■ WORK ITEM: From first line to last, give the records again word for word and omit the pictures.

──────── PROVIDED RECORDS ────────

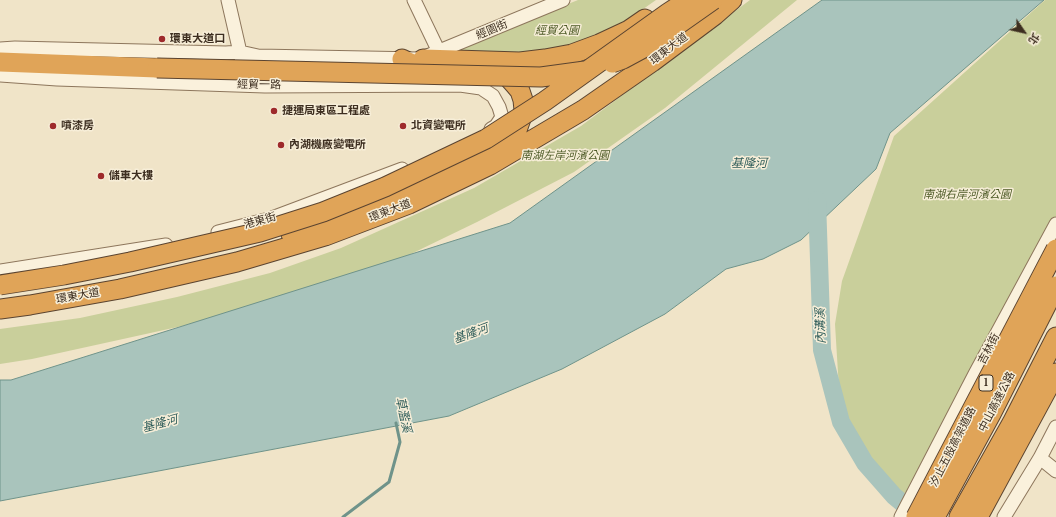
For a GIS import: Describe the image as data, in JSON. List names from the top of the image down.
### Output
{
  "streets": {
    "highway": [
      "環東大道",
      "1",
      "中山高速公路",
      "汐止五股高架道路"
    ],
    "street": [
      "經園街",
      "經貿一路",
      "港東街",
      "吉林街"
    ]
  },
  "crossings": [
    ["經貿一路", "港東街"],
    ["吉林街", "汐止五股高架道路"]
  ],
  "water": ["基隆河", "內溝溪", "草濫溪"],
  "parks": ["經貿公園", "南湖左岸河濱公園", "南湖右岸河濱公園"],
  "places": [
    "環東大道口",
    "捷運局東區工程處",
    "噴漆房",
    "北資變電所",
    "內湖機廠變電所",
    "儲車大樓"
  ],
  "north": "bottom right"
}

────────

■ ANSWER BELOW:
For a GIS import: Describe the image as data, in JSON. List names from the top of the image down.
### Output
{
  "streets": {
    "highway": [
      "環東大道",
      "1",
      "中山高速公路",
      "汐止五股高架道路"
    ],
    "street": [
      "經園街",
      "經貿一路",
      "港東街",
      "吉林街"
    ]
  },
  "crossings": [
    ["經貿一路", "港東街"],
    ["吉林街", "汐止五股高架道路"]
  ],
  "water": ["基隆河", "內溝溪", "草濫溪"],
  "parks": ["經貿公園", "南湖左岸河濱公園", "南湖右岸河濱公園"],
  "places": [
    "環東大道口",
    "捷運局東區工程處",
    "噴漆房",
    "北資變電所",
    "內湖機廠變電所",
    "儲車大樓"
  ],
  "north": "bottom right"
}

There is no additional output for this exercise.